While many couples move in together as a stepping stone to marriage, there are still many for whom cohabitation follows the wedding vows. For these couples, finding a place to live and creating a home together goes hand in hand with this formal commitment, and some have even suggested that pairing the two can extend the honeymoon period. Other research even suggests couples are less likely to break up before marriage if they wait to move in together.
If you and your partner have chosen to make the big move after the wedding, you’ll want to plan the process carefully and keep the lines of communication open. These 4 factors, in particular, play a key role in cohabitation satisfaction, so don’t overlook their importance.

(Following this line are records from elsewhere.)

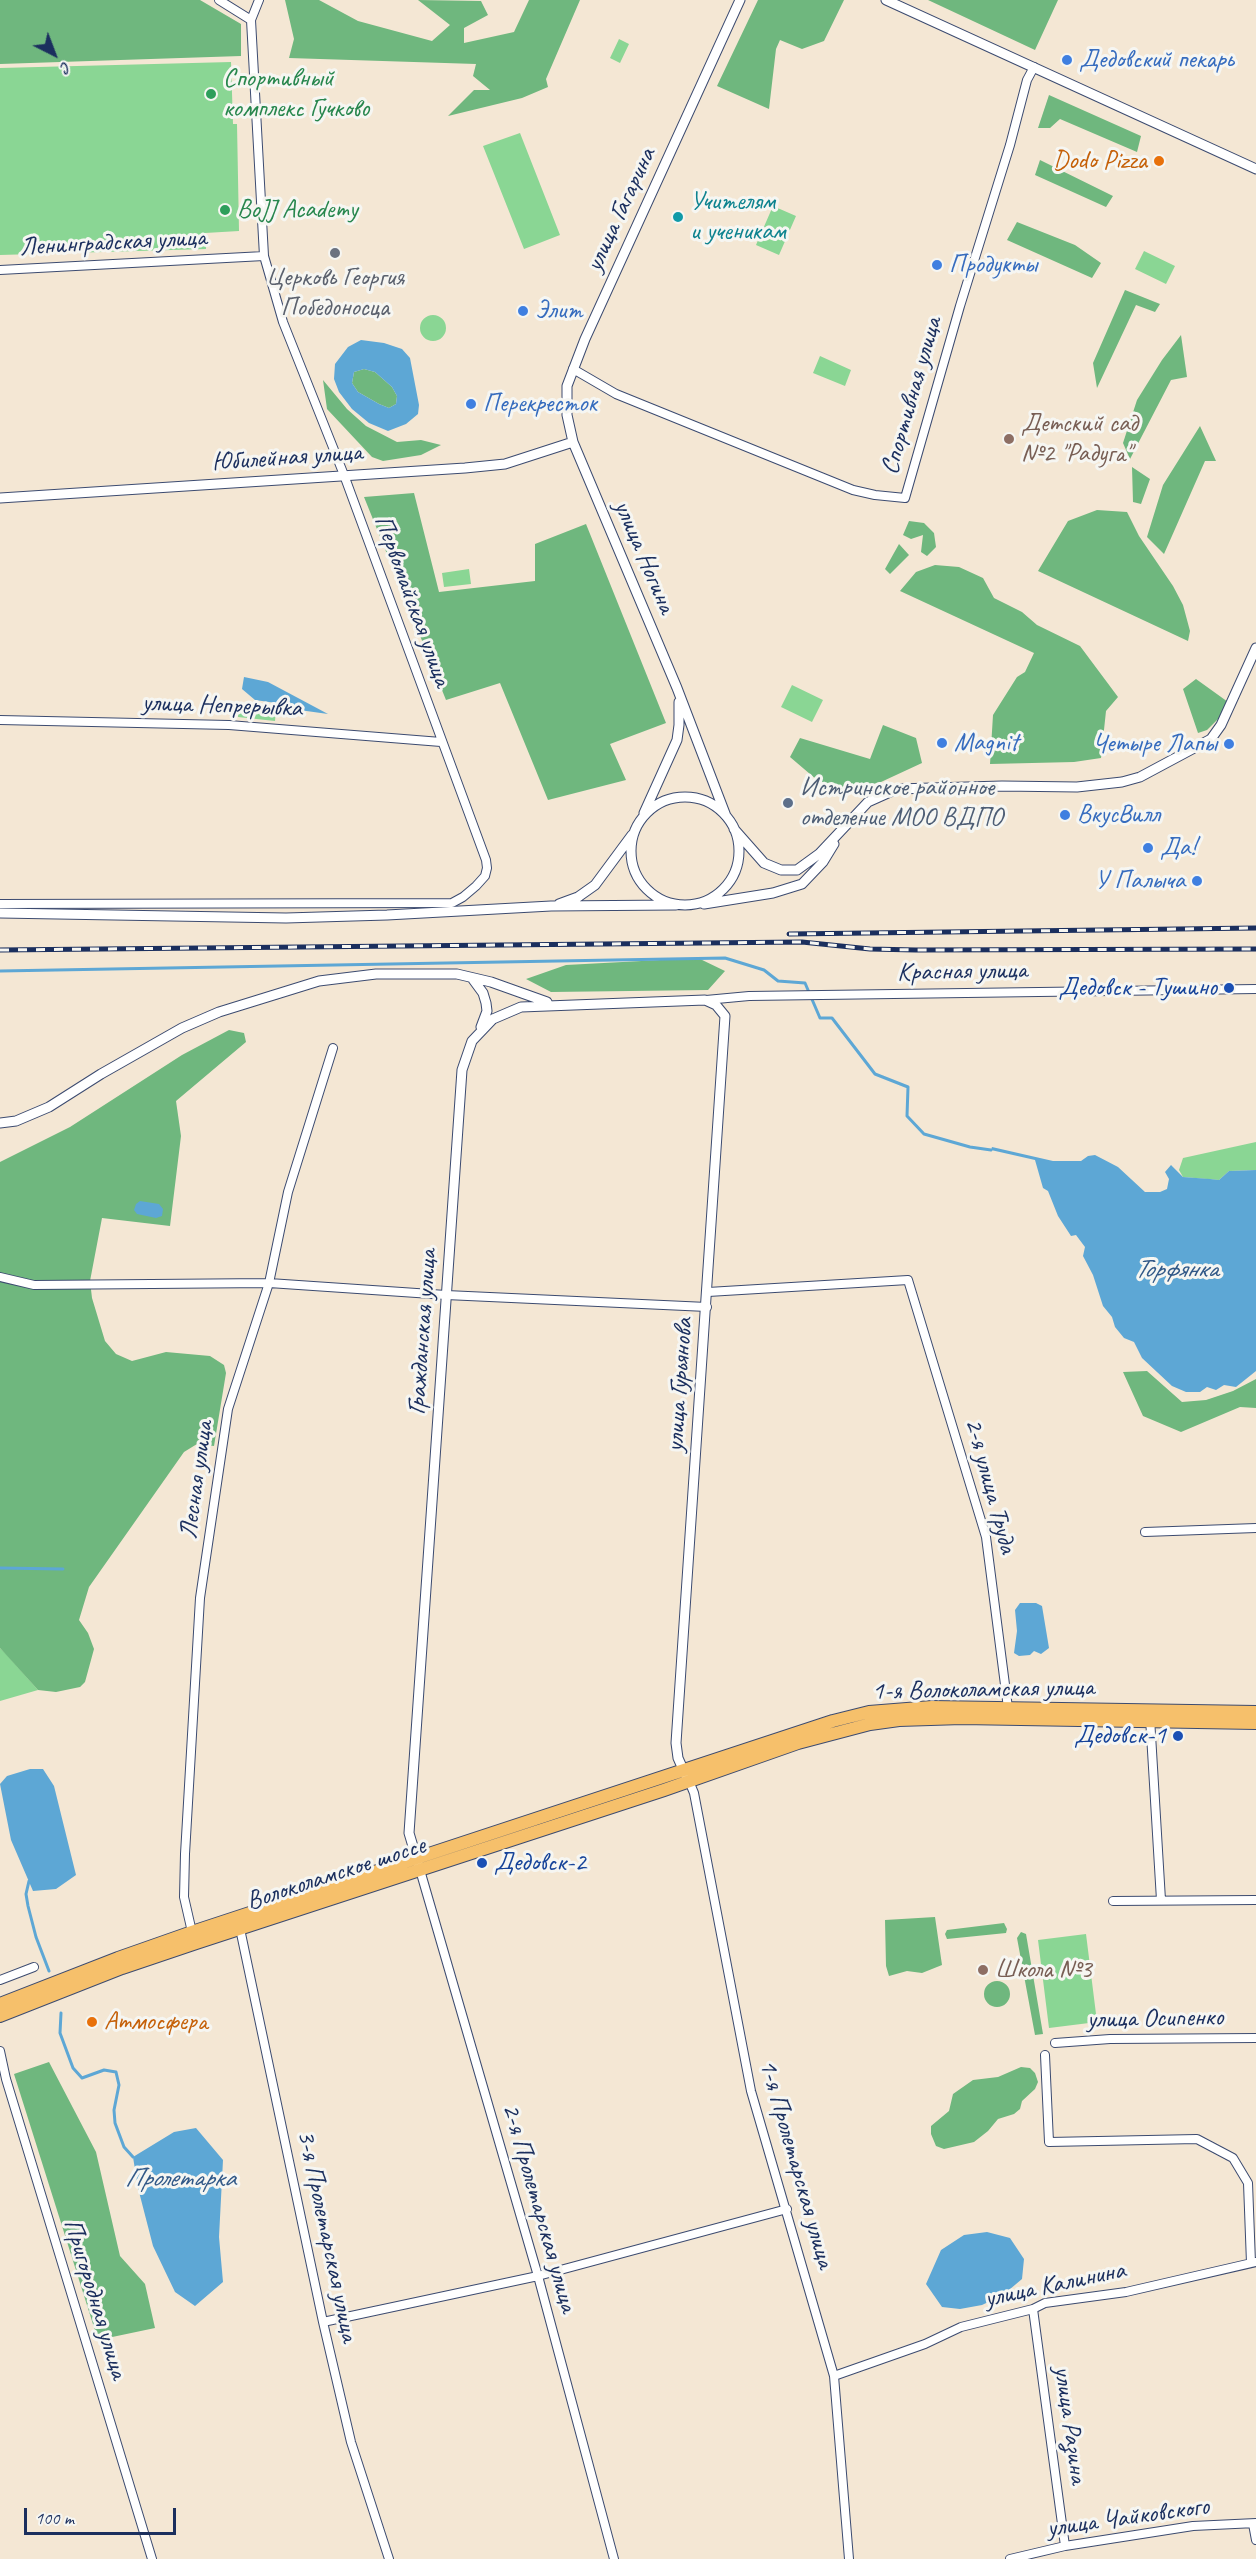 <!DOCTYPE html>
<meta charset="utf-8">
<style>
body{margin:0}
#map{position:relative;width:1256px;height:2559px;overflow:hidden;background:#f4e7d4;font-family:Caveat,sans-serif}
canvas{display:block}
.north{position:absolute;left:24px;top:24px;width:60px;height:60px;-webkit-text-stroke:4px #f6f6f2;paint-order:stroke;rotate:138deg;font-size:16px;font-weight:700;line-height:24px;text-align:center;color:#1b2f5e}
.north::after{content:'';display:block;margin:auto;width:21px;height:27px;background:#1b2f5e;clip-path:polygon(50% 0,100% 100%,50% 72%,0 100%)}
.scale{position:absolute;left:24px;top:2508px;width:152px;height:27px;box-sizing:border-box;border:3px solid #1b2f5e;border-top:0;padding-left:8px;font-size:18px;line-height:21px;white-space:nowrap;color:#1b2f5e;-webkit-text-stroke:4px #f6f6f2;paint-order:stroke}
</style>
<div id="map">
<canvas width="1256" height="2559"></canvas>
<div class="north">С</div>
<div class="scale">100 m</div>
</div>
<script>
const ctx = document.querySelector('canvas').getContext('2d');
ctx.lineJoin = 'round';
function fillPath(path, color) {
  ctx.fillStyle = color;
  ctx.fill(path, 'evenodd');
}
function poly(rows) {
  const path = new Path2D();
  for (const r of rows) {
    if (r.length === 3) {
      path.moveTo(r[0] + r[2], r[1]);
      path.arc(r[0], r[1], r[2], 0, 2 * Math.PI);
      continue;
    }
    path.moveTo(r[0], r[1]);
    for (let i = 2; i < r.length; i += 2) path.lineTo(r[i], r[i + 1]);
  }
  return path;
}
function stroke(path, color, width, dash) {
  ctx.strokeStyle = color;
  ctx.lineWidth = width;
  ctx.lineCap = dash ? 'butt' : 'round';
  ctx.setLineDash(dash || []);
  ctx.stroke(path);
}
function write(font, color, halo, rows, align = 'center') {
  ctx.font = font + ' Caveat,sans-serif';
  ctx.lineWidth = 6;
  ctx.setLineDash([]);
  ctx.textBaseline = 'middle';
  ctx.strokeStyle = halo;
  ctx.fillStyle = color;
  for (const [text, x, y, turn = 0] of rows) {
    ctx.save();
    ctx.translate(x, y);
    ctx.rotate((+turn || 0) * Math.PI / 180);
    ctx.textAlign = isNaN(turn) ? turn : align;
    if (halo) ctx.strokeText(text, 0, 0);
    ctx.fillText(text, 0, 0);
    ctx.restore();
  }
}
fillPath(poly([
 [619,39,629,44,620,63,610,58],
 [231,62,233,124,237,124,239,231,205,233,206,249,0,255,0,68],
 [520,133,560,235,524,249,483,146],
 [773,206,796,216,779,255,756,245],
 [1144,251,1175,266,1166,284,1135,269],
 [433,328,13],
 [820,356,851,370,845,386,813,373],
 [469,569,471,584,444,587,442,573],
 [792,685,823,700,812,722,781,707],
 [239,705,276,709,275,721,238,717],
 [1256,1142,1256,1170,1229,1171,1219,1180,1183,1177,1179,1170,1183,1158],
 [0,1648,6,1654,38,1690,0,1701],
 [1086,1934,1097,2022,1049,2028,1038,1940]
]), '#8ad694');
fillPath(poly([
 [0,0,200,0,241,24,241,56,0,64],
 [285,0,319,0,358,21,432,41,450,25,418,0,481,1,488,15,464,28,464,43,514,32,529,0,580,0,546,79,548,87,522,98,448,116,474,90,490,90,473,76,476,64,289,58,294,39],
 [758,0,844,0,824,41,802,49,780,40,776,49,769,109,717,86],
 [928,0,1058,0,1035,50],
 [1049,95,1141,136,1137,152,1060,119,1050,128,1038,128],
 [1040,160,1113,196,1106,207,1035,175],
 [1017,222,1075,245,1101,263,1092,278,1007,240],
 [1125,290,1160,304,1155,312,1136,305,1097,388,1093,363],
 [1181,335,1187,377,1171,380,1130,459,1123,443,1137,400,1162,360],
 [364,369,375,372,392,387,397,396,396,404,389,408,379,404,358,392,352,383,354,372],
 [323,380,347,409,366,426,397,442,421,440,441,445,421,455,383,461,372,457,327,409],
 [1200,426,1216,461,1205,461,1164,554,1147,537,1163,485],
 [1132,467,1150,479,1141,504,1133,502],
 [414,493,439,592,535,581,535,544,586,524,666,723,610,744,626,780,548,800,500,683,446,700,364,497],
 [1097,510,1127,512,1139,536,1173,586,1183,605,1190,631,1188,641,1038,571,1068,521],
 [909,521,924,523,934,533,936,547,927,556,921,552,923,535,911,539,903,535],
 [899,544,909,555,890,574,885,569],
 [935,565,959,567,983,578,994,598,1022,612,1037,625,1080,646,1118,697,1106,711,1101,758,1074,762,990,764,993,715,1017,677,1025,672,1034,653,900,591,916,572],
 [1196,679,1228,702,1220,717,1207,730,1198,733,1183,689],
 [883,725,916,738,922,763,881,782,843,792,817,780,790,757,800,738,870,759],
 [698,958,725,971,708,990,551,992,526,979,566,965],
 [229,1030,244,1033,246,1042,176,1101,181,1136,170,1226,102,1218,90,1281,92,1298,105,1341,116,1354,132,1361,166,1352,210,1356,224,1365,226,1373,214,1446,197,1444,184,1452,89,1587,79,1620,88,1633,94,1649,85,1682,80,1687,56,1692,38,1690,0,1648,0,1162,70,1127,182,1055],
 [1147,1371,1182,1402,1206,1400,1233,1391,1256,1379,1256,1408,1240,1407,1181,1432,1143,1416,1123,1372],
 [935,1917,942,1965,922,1973,907,1971,889,1976,886,1966,885,1920],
 [1004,1923,1007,1929,1006,1933,947,1939,945,1934,947,1930],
 [1021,1932,1026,1934,1043,2034,1035,2035,1017,1938],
 [997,1994,13],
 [49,2062,96,2152,120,2256,145,2284,155,2328,98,2340,14,2074],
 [1021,2067,1030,2068,1035,2073,1038,2082,1035,2089,1022,2101,1020,2109,1014,2114,998,2119,988,2131,974,2142,944,2149,936,2146,931,2134,931,2126,949,2111,953,2094,973,2080,998,2077]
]), '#6fb77e');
fillPath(poly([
 [361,340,384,343,402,349,410,358,419,405,418,414,406,424,388,431,369,423,352,409,339,392,334,379,335,364,348,347],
 [364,369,375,372,392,387,397,396,396,404,389,408,379,404,358,392,352,383,354,372],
 [244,677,268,682,328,714,292,709,276,703,255,700,242,689],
 [992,1147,1053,1161,1081,1161,1088,1156,1095,1155,1118,1167,1145,1192,1160,1192,1167,1189,1169,1179,1165,1172,1171,1165,1183,1177,1210,1179,1219,1180,1229,1171,1256,1170,1256,1371,1236,1387,1224,1385,1216,1390,1207,1387,1200,1392,1186,1392,1172,1386,1142,1358,1134,1342,1124,1338,1115,1327,1112,1317,1103,1306,1093,1275,1083,1256,1085,1247,1076,1235,1071,1236,1058,1216,1048,1191,1043,1188,1035,1160,991,1150],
 [140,1201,159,1204,163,1209,162,1216,156,1218,137,1214,134,1210,136,1204],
 [1020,1603,1036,1603,1042,1606,1049,1648,1041,1654,1034,1651,1030,1655,1019,1656,1014,1653,1017,1631,1015,1610],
 [30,1769,43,1769,54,1786,76,1875,56,1889,33,1891,11,1840,0,1784,7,1776],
 [196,2128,223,2160,219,2237,223,2282,195,2306,175,2292,153,2246,138,2188,133,2157,174,2132],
 [987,2232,1010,2238,1024,2259,1022,2279,1003,2295,982,2305,960,2309,942,2307,926,2284,941,2250,964,2235]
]), '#5da7d5');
stroke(poly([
 [0,971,725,958,764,970,778,981,805,983,820,1018,832,1018,875,1074,908,1087,907,1116,924,1134,970,1147,991,1150],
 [0,1568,63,1569],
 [29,1881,26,1894,28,1906,36,1937,49,1971],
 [61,2013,60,2033,73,2068,82,2078,104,2070,116,2072,119,2085,114,2110,115,2123,124,2147,133,2157]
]), '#5da7d5', 3);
const minor = poly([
 [219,0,251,20,259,0],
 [0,270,264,256],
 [573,369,616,394,853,490,875,495,905,498,960,306,1010,145,1027,80,1034,67],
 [0,720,229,725,441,742],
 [0,904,452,903,463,897,476,886,485,876,487,868,486,860,344,475,283,322,264,256,251,20],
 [706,1000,749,996,1256,989],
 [0,1277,34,1285,269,1283,446,1295,707,1307],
 [708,1292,908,1280,986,1537,1008,1708],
 [1145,1532,1256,1528],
 [1150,1718,1161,1900],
 [689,1781,694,1793,751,2091,834,2376,849,2559],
 [420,1870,538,2276,614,2559],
 [1113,1901,1256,1900],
 [239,1924,323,2322,351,2442,389,2559],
 [192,1932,184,1897,185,1854,200,1598,228,1409,269,1283,288,1192,333,1048],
 [0,1980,34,1967],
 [1055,2043,1110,2039,1256,2038],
 [0,2051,6,2079,152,2559],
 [1045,2055,1049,2142,1197,2139,1233,2158,1248,2183,1251,2263],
 [1033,2309,1065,2546],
 [323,2322,538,2276,787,2209],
 [834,2376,925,2344,961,2327,1033,2309,1045,2303,1126,2292,1256,2262],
 [1253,2524,1256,2540],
 [1010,2559,1065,2546,1193,2526,1256,2523]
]);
const tertiary = poly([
 [886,0,1256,169],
 [0,498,465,468,505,464,573,442],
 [685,851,54],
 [644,813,677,740,679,725,679,702],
 [726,816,677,688,573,442,567,415,567,386,585,339,740,0],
 [734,829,764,863,781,870,797,870,819,854,868,802,897,789,1002,786,1077,787,1122,782,1140,777,1211,739,1221,725,1256,648],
 [559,904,578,897,595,885,632,835],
 [704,904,773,893,802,884,823,862,834,844],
 [0,913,286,918,387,915,551,906,676,905],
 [472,978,483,993,486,1003,487,1011,481,1027],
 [0,1123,16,1121,49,1107,101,1074,182,1028,219,1012,319,981,376,974,457,974,491,982,547,1002],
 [420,1870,409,1833,462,1070,472,1041,493,1019,521,1007,705,1000,716,1005,725,1016,676,1743,678,1758,686,1776]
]);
const primary = poly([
 [0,2004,118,1958,192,1932,833,1721,869,1712,932,1707,1256,1712],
 [0,2016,122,1968,196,1943,664,1790,798,1743,870,1724,899,1720,962,1718,1256,1723]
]);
stroke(minor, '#3c4b70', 10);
stroke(tertiary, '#3c4b70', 11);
stroke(primary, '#3c4b70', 14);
stroke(minor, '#fff', 8);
stroke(tertiary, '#fff', 9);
stroke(primary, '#f6c06b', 12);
const rail = poly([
 [789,934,1256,928],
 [0,950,802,942,870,949,916,950,1256,949]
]);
stroke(rail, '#1b2f5e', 5);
stroke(rail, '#f6f6f2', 3, [9]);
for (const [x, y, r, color] of [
 [1067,60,6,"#3f7fe0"],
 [211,94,6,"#2e9e5b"],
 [1159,161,6,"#e8710a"],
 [225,210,6,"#2e9e5b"],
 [678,217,6,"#0f9aa8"],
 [335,253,6,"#6b7280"],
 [937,265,6,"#3f7fe0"],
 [523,311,6,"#3f7fe0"],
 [471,404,6,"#3f7fe0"],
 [1009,439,6,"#8d6e63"],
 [942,743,6,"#3f7fe0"],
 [1229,744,6,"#3f7fe0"],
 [788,803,6,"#5c6f8a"],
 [1065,815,6,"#3f7fe0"],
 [1148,848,6,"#3f7fe0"],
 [1197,881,6,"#3f7fe0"],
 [1229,988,6,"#1a4fb4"],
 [1178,1736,6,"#1a4fb4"],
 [482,1863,6,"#1a4fb4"],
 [983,1970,6,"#8d6e63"],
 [92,2022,6,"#e8710a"]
]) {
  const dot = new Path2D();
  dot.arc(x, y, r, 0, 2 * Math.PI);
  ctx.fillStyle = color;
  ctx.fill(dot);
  stroke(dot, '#f6f6f2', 2);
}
write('26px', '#366cbe', '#f6f6f2', [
 ["Дедовский пекарь",1079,60],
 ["Продукты",949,265],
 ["Элит",535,311],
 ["Перекресток",483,404],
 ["Magnit",954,743],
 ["Четыре Лапы",1217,744,"right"],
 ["ВкусВилл",1077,815],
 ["Да!",1160,848],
 ["У Палыча",1185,881,"right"]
], 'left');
write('26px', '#27864d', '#f6f6f2', [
 ["Спортивный",223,79],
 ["комплекс Гучково",223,109],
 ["BoJJ Academy",237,210]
], 'left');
write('26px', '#c56008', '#f6f6f2', [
 ["Dodo Pizza",1147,161],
 ["Атмосфера",104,2022,"left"]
], 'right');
write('26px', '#0d838f', '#f6f6f2', [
 ["Учителям",690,202],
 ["и ученикам",690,232]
], 'left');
write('26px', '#1b2f5e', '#f6f6f2', [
 ["улица Гагарина",621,210,-65],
 ["Ленинградская улица",113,243,-3],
 ["Спортивная улица",912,396,-74],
 ["Юбилейная улица",287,458,-4],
 ["улица Ногина",644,557,67],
 ["Первомайская улица",412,601,70],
 ["улица Непрерывка",222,706,2],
 ["Красная улица",962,972,-1],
 ["Гражданская улица",423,1332,-86],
 ["улица Гурьянова",680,1385,-86],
 ["Лесная улица",197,1480,-82],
 ["2-я улица Труда",990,1486,75],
 ["1-я Волоколамская улица",983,1690,-1],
 ["Волоколамское шоссе",336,1874,-18],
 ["улица Осипенко",1155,2019,-1],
 ["1-я Пролетарская улица",796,2164,74],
 ["2-я Пролетарская улица",539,2208,74],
 ["3-я Пролетарская улица",327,2236,78],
 ["улица Калинина",1055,2285,-12],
 ["Пригородная улица",95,2299,73],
 ["улица Разина",1070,2425,82],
 ["улица Чайковского",1128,2518,-8]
]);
write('26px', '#5b616d', '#f6f6f2', [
 ["Церковь Георгия",335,278],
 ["Победоносца",335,308]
]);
write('26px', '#785e54', '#f6f6f2', [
 ["Детский сад",1021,424],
 ["№2 \"Радуга\"",1021,454],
 ["Школа №3",995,1970]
], 'left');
write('26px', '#4e5e75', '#f6f6f2', [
 ["Истринское районное",800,788],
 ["отделение МОО ВДПО",800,818]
], 'left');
write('26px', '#164399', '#f6f6f2', [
 ["Дедовск - Тушино",1217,988],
 ["Дедовск-1",1166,1736],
 ["Дедовск-2",494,1863,"left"]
], 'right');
write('italic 27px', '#325988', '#f6f6f2', [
 ["Торфянка",1176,1270],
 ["Пролетарка",180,2179]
]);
</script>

These days, the idea that a married couple might not share a bed may actually be more taboo than the unmarried couple that does, but the reality is that couples don’t always have compatible sleep routines. That’s why, before you commit to a one bedroom apartment that leaves one of you curled up on the couch several nights a week or tossing and turning, it’s important to talk about any sleep issues like snoring or insomnia and determine whether you and your partner can develop a healthy, shared sleep routine. And if either of you is concerned, or even just feels strongly about having a separate space, start looking at multi-bedroom options.
Renting Versus Owning
For many couples, there’s no choice between buying or renting – it’s all determined by budgetary constraints – but for those that do have a choice, it’s worth considering what goes into owning a home. While some newlyweds feel ready to take on the responsibilities of homeownership, like handling all of the repairs and maintenance that come up, others still need a little more support. If that’s the case, you may feel more comfortable living in an apartment or rental with a property manager and maintenance staff. Though you’ll of course still be responsible for the basic day-to-day upkeep of your space, if the ceiling starts leaking in the middle of the night, you’ll know who to call.
Make Decor Decisions
Some people – traditionally women, but certainly not always – have strong opinions about interior design, while others are happy to cobble together an assortment of thrift store pieces and family hand me downs. As you pack up your old places, though, consider this a good time to talk about what to keep and what to toss. The goal should be to successfully blend your styles in your new home and choose new pieces that will tie existing elements, like favorite linens or sentimental art.
Have A Chore Plan
It’s one thing to tolerate your partner’s messy kitchen habits or to have strong feelings about making your bed every day before marriage, but once you’re married and living together, everything changes. Even if you and your spouse spent time at each other’s homes regularly before marriage, this is now your shared space, and you need to treat it that way. In other words, while no one is saying that two grown adults need a chore wheel, it’s important to talk about the division of household responsibilities. Ideally, you’ll be able to split things pretty equally without sticking anyone with their least favorite chore, but at the end of the day, someone still has to scrub the toilet and take out the trash.
They say that moving in together is about making a common home, but it’s about much more than that. When you move in together, you and your partner will learn all kinds of new things about each other, that no amount of togetherness without a common home would reveal. Some of those things will be endearing and some of it will be irritating, but at the end of the day, your commitment to each other is bigger than any of it.